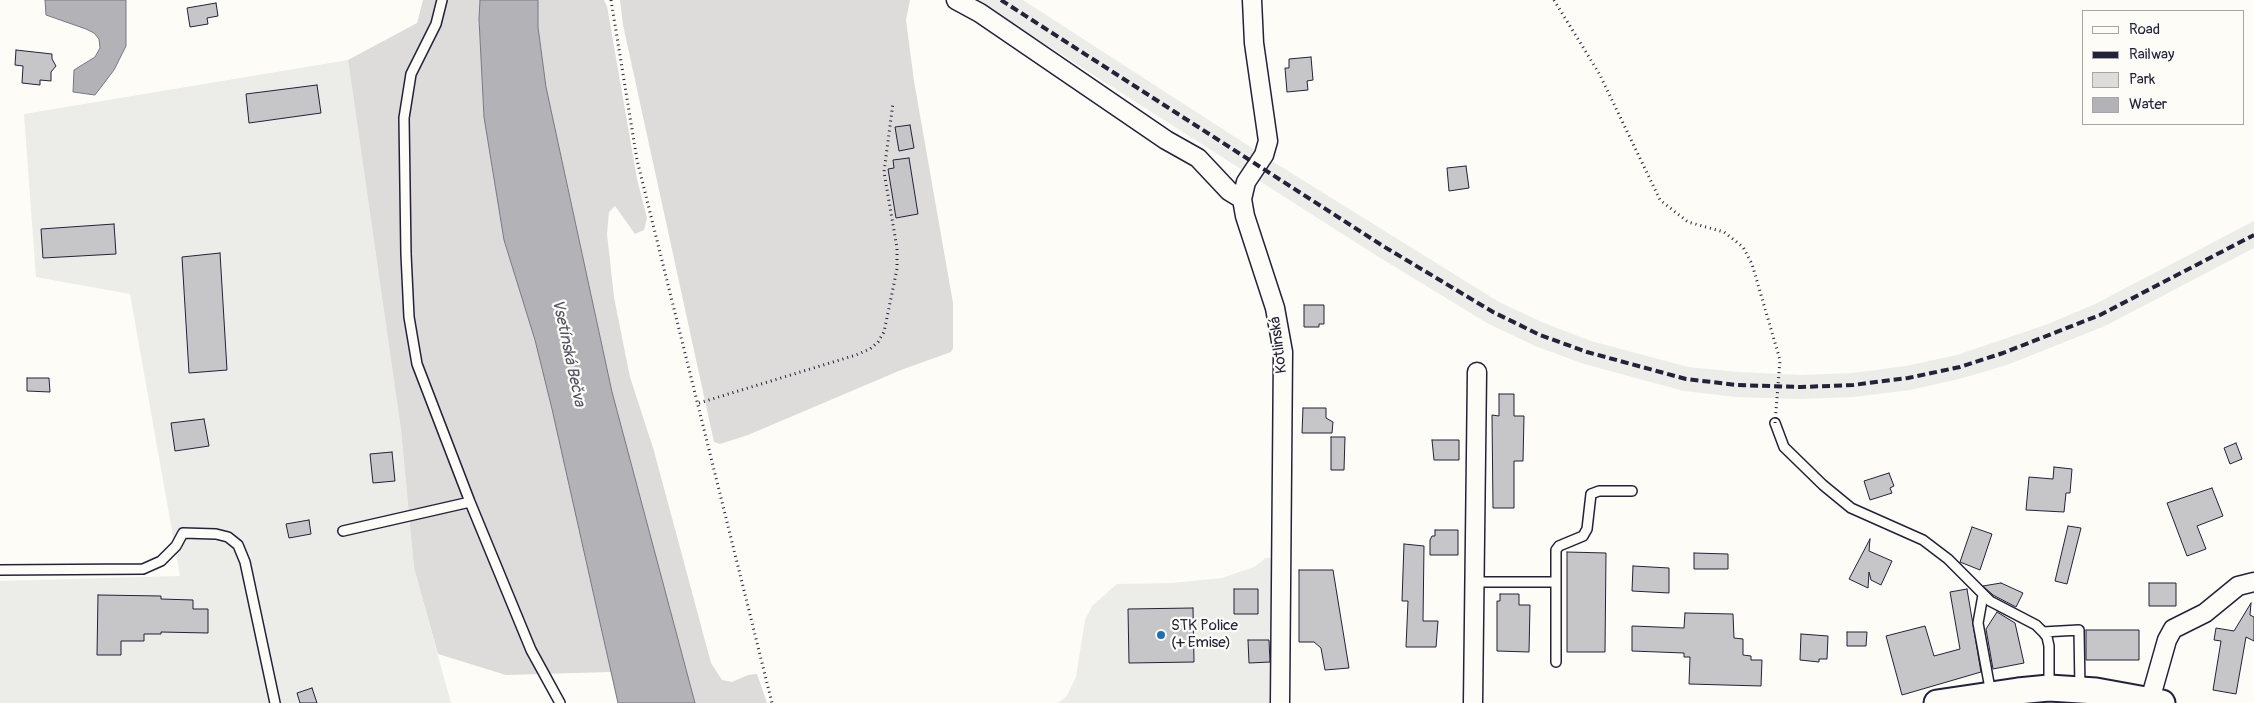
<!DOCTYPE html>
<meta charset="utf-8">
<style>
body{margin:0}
#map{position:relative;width:2254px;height:703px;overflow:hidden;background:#fdfcf7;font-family:Pangolin,sans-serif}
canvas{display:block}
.legend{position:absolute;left:2082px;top:10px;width:162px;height:115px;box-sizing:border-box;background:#fdfcf7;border:1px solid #a5a5ac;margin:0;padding:6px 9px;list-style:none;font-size:15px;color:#22223b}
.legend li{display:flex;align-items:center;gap:10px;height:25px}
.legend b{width:25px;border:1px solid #a5a5ac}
</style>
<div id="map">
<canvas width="2254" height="703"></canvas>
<ul class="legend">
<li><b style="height:6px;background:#fdfcf7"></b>Road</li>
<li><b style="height:6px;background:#22223b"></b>Railway</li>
<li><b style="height:14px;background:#dddcdb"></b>Park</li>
<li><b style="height:14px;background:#b2b2b7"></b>Water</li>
</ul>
</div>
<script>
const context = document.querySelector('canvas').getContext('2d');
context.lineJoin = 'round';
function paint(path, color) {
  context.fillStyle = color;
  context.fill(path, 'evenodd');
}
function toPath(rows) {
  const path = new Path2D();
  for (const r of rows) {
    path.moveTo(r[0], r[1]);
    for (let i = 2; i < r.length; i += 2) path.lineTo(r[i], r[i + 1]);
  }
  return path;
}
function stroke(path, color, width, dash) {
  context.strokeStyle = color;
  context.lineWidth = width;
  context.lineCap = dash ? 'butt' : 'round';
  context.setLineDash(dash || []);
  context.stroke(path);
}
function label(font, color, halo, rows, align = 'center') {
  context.font = font + ' Pangolin,sans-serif';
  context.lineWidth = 4.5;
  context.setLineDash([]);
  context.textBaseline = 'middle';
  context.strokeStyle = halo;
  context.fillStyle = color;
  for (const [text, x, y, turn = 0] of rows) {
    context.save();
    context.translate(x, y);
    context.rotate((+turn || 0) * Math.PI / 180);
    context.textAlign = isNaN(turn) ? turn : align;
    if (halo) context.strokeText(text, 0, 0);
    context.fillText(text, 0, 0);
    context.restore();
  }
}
paint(toPath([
 [976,0,1023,0,1272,161,1499,302,1544,323,1591,341,1688,367,1738,372,1801,375,1852,373,1906,366,1957,355,2048,324,2095,304,2254,221,2254,248,2105,326,2007,365,1963,378,1910,390,1853,397,1801,399,1736,397,1684,391,1584,364,1535,346,1487,323,1377,256],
 [348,60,401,430,414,568,451,703,0,703,0,581,180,576,130,294,36,277,24,114],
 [1266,558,1274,558,1274,699,1270,703,1058,703,1067,696,1076,677,1085,620,1092,606,1117,584,1172,583,1222,578,1254,567]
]), '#ecece9');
paint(toPath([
 [423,0,480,0,479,19,484,117,504,240,535,340,552,409,611,672,506,675,438,654,414,568,401,430,348,60,417,23],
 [538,0,604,0,607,6,637,179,647,218,644,230,635,234,615,206,609,212,607,234,614,297,630,377,654,451,711,663,722,680,732,682,748,675,757,674,767,703,692,703,612,392,546,87,538,27],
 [620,0,910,0,906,20,914,81,953,303,953,348,951,352,901,370,748,435,720,444,714,442,623,25]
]), '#dddcdb');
const water = toPath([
 [45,0,126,0,126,46,114,70,95,95,73,92,74,70,95,57,100,48,99,39,94,33,86,29,46,15,45,0],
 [480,0,538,0,538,27,546,87,612,392,695,703,618,703,552,409,535,340,504,240,484,117,479,19,480,0]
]);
paint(water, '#b2b2b7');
stroke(water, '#787885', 1);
const building = toPath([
 [216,3,218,16,207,18,208,24,190,27,187,8,216,3],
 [16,50,52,54,52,59,56,66,51,72,51,81,40,80,40,85,22,83,23,66,15,65,16,50],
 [1311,57,1313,80,1307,81,1308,90,1287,92,1285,68,1289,68,1289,59,1311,57],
 [317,85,321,113,249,123,246,94,317,85],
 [910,125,914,148,899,151,895,127,910,125],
 [909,158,918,214,896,218,888,169,894,168,893,160,909,158],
 [1466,166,1469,188,1449,191,1447,168,1466,166],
 [114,224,116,254,43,258,41,229,114,224],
 [220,253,227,370,189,373,182,257,220,253],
 [1304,305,1324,305,1324,324,1319,324,1319,327,1304,327,1304,305],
 [27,378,49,378,50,392,27,391,27,378],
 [1499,394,1514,394,1514,416,1524,416,1523,461,1514,461,1514,508,1493,508,1492,415,1499,416,1499,394],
 [1303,408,1326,408,1326,418,1333,422,1332,433,1302,433,1303,408],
 [204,419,209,446,175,451,171,423,204,419],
 [1331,437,1345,437,1344,470,1331,470,1331,437],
 [1432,440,1459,440,1459,460,1434,460,1432,440],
 [2236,443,2242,459,2230,464,2224,448,2236,443],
 [392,452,395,481,373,483,370,454,392,452],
 [2054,467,2072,469,2070,493,2066,493,2064,512,2026,510,2029,477,2053,479,2054,467],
 [1889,473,1894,486,1890,488,1892,493,1870,500,1864,481,1889,473],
 [2212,488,2223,516,2197,526,2206,549,2187,556,2167,503,2212,488],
 [309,520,311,534,289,538,286,524,309,520],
 [2068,526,2081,528,2067,584,2055,581,2068,526],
 [1972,527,1992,534,1980,570,1960,562,1972,527],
 [1435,530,1458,530,1458,555,1430,555,1430,540,1432,536,1435,536,1435,530],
 [1870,539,1869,551,1892,561,1881,585,1871,580,1869,572,1868,588,1849,579,1870,539],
 [1404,544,1424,546,1423,621,1438,621,1436,647,1406,647,1408,601,1402,601,1404,544],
 [1567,552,1606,553,1605,652,1567,652,1567,552],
 [1694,553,1728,554,1728,569,1694,569,1694,553],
 [1633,566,1669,568,1669,593,1632,591,1633,566],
 [1299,570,1333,570,1349,668,1325,670,1321,648,1314,642,1299,642,1299,570],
 [2001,583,2023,593,2016,607,1993,595,1983,586,2001,583],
 [2149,583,2176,583,2176,606,2149,606,2149,583],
 [1234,589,1258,589,1258,614,1234,614,1234,589],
 [1967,589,1981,672,1902,695,1886,636,1925,626,1934,656,1960,649,1950,592,1967,589],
 [1500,594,1519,594,1519,605,1530,605,1529,652,1497,651,1497,601,1500,601,1500,594],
 [98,595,161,596,161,599,193,600,193,609,208,609,208,633,161,632,161,634,144,634,144,641,121,641,121,655,97,655,98,595],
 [2251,603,2250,615,2254,617,2254,641,2246,637,2236,694,2213,690,2221,641,2214,640,2216,628,2234,631,2251,603],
 [1193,608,1194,662,1129,663,1128,609,1193,608],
 [1997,612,2015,623,2024,663,1993,669,1986,629,1997,612],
 [1685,613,1733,614,1734,638,1743,639,1743,655,1751,656,1751,660,1762,660,1761,686,1689,684,1690,657,1684,657,1684,653,1632,651,1632,626,1684,628,1685,613],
 [2086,630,2139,630,2139,660,2086,660,2086,630],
 [1847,632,1867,632,1866,646,1847,646,1847,632],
 [1801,634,1828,636,1827,659,1819,659,1819,662,1800,660,1801,634],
 [1248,640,1269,640,1270,662,1249,663,1248,640],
 [312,688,317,703,300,703,297,693,312,688]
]);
paint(building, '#c6c6c8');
stroke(building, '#22223b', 1);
const lane = toPath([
 [442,0,436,24,411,74,404,118,406,254,409,317,417,364,470,502,531,650,560,703],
 [1775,423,1784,447,1823,485,1851,508,1923,540,1948,559,1990,601,2036,625,2043,632,2047,637,2049,646,2049,687],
 [343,531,470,502],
 [0,570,143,569,161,561,176,546,183,533,216,534,228,537,238,545,245,562,275,703],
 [1475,582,1556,582,1556,662],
 [1556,582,1556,550,1559,546,1583,536,1587,529,1591,494,1599,491,1632,491],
 [1983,595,1978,623,1991,694],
 [2043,632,2079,630,2080,689]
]);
const street = toPath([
 [956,0,980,13,1166,140,1198,158,1229,191,1242,199],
 [1252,0,1254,43,1268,141,1264,155,1246,182,1242,199,1245,216,1275,308,1283,352,1280,703],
 [2150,700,2167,640,2173,629,2205,613,2238,586,2254,582],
 [1473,703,1477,372]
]);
const secondary = toPath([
 [1937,703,2018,691,2049,688,2096,691,2162,703]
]);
stroke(lane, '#22223b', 12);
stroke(street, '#22223b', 21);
stroke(secondary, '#22223b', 29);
stroke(toPath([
 [611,0,637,160,772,703],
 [1554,0,1600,75,1660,200,1688,222,1724,232,1743,247,1752,264,1780,360],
 [699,403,856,355,870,349,878,342,884,332,897,269,897,248,884,172,893,103]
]), '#22223b', 3, [1, 4]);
stroke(lane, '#fdfcf7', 9);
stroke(street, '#fdfcf7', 18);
stroke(secondary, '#fdfcf7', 25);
stroke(toPath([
 [1001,0,1383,246,1493,312,1540,335,1587,352,1686,379,1737,385,1801,387,1853,385,1908,378,1960,367,2003,353,2100,315,2254,235]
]), '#22223b', 4, [8, 4]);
stroke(toPath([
 [1775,423,1780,360]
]), '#22223b', 3, [1, 4]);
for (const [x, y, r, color] of [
 [1161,635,5,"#1f6fb2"]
]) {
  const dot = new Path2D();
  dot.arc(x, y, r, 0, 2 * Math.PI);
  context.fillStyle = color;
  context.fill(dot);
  stroke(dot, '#fdfcf7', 2);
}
label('15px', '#22223b', '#fdfcf7', [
 ["Kotlinská",1279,345,-97]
]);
label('15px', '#22223b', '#fdfcf7', [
 ["STK Police",1171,626],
 ["(+ Emise)",1171,643]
], 'left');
label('italic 16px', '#545466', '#fdfcf7', [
 ["Vsetínská Bečva",568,353,78]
]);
</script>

● ● ● ● ● ● ●

▶ [WORK TO COMPLETE]: Repeat, word for word, every line from the line that contains "dot.arc(x, y, r, 0, 2 * Math.PI);" to the end of the entries; include both of those lines and no others.

▶ [COMPLETED TASK]:
  dot.arc(x, y, r, 0, 2 * Math.PI);
  context.fillStyle = color;
  context.fill(dot);
  stroke(dot, '#fdfcf7', 2);
}
label('15px', '#22223b', '#fdfcf7', [
 ["Kotlinská",1279,345,-97]
]);
label('15px', '#22223b', '#fdfcf7', [
 ["STK Police",1171,626],
 ["(+ Emise)",1171,643]
], 'left');
label('italic 16px', '#545466', '#fdfcf7', [
 ["Vsetínská Bečva",568,353,78]
]);
</script>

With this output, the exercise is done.